-- WHAT THIS TASK INVOLVES --
May I please have every record restated word for word, with the images left out?

-- EXTRACTED DATA --
Content starts
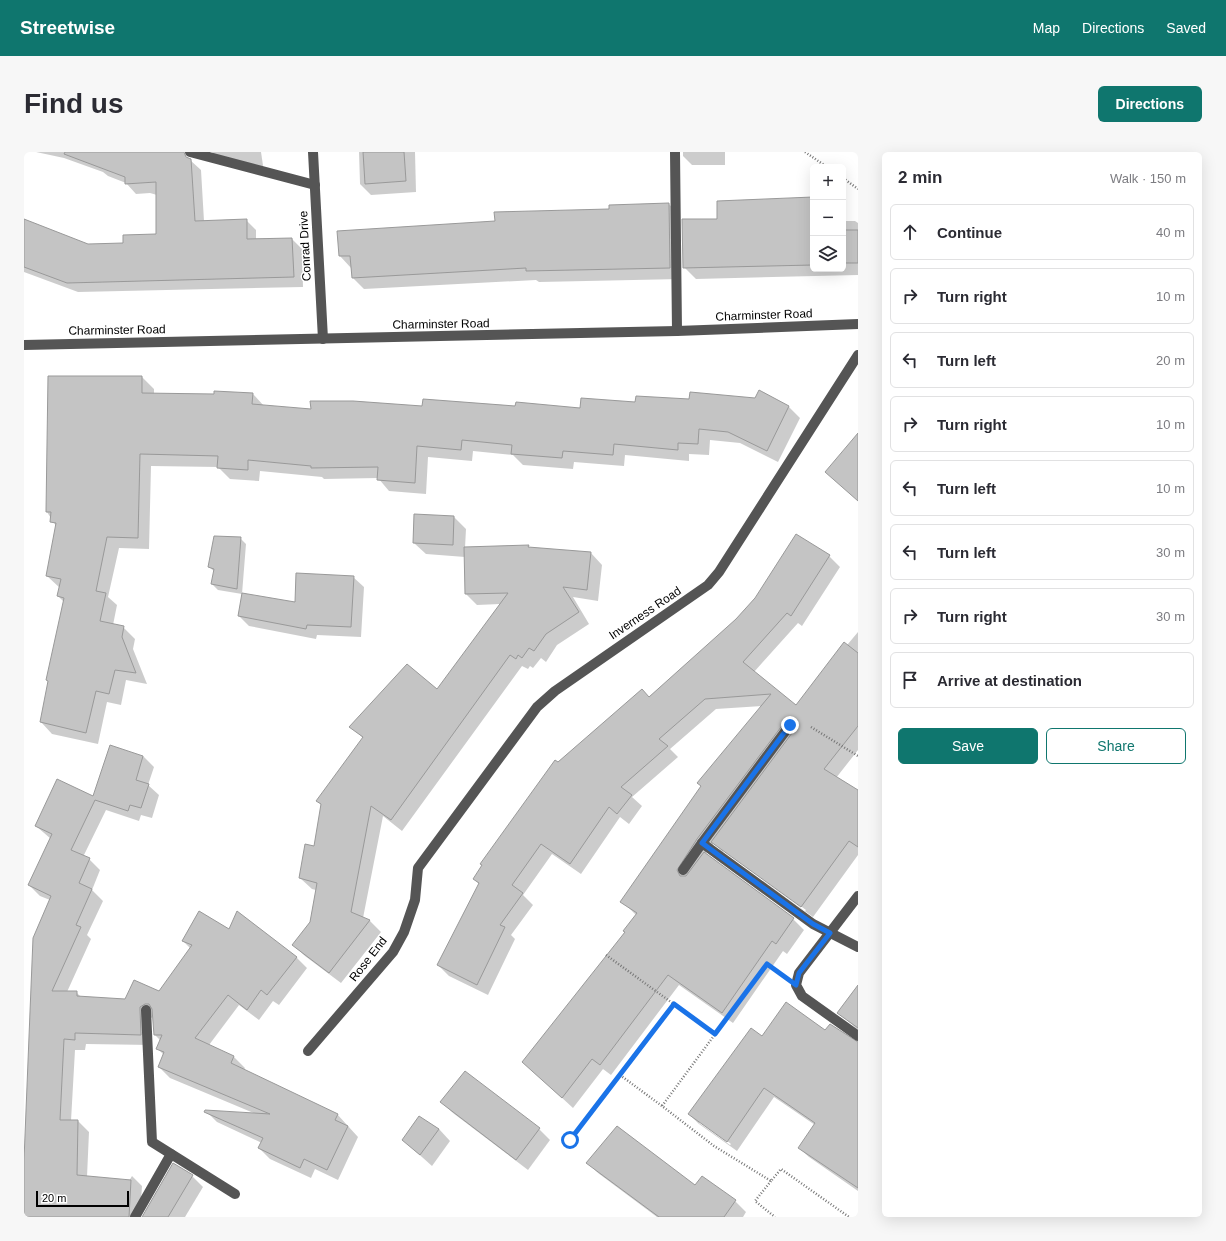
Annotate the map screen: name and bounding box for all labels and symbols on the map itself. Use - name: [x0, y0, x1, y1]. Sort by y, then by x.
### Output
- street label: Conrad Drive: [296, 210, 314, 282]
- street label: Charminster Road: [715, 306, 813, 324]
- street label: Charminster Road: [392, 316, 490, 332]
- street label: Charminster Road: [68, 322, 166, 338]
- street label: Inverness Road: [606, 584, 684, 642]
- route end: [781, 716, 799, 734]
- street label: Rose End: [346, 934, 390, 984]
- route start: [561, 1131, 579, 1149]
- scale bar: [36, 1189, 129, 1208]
Content ends
-- YOUR SOLUTION --
Annotate the map screen: name and bounding box for all labels and symbols on the map itself. Use - name: [x0, y0, x1, y1]. Sort by y, then by x.
### Output
- street label: Conrad Drive: [296, 210, 314, 282]
- street label: Charminster Road: [715, 306, 813, 324]
- street label: Charminster Road: [392, 316, 490, 332]
- street label: Charminster Road: [68, 322, 166, 338]
- street label: Inverness Road: [606, 584, 684, 642]
- route end: [781, 716, 799, 734]
- street label: Rose End: [346, 934, 390, 984]
- route start: [561, 1131, 579, 1149]
- scale bar: [36, 1189, 129, 1208]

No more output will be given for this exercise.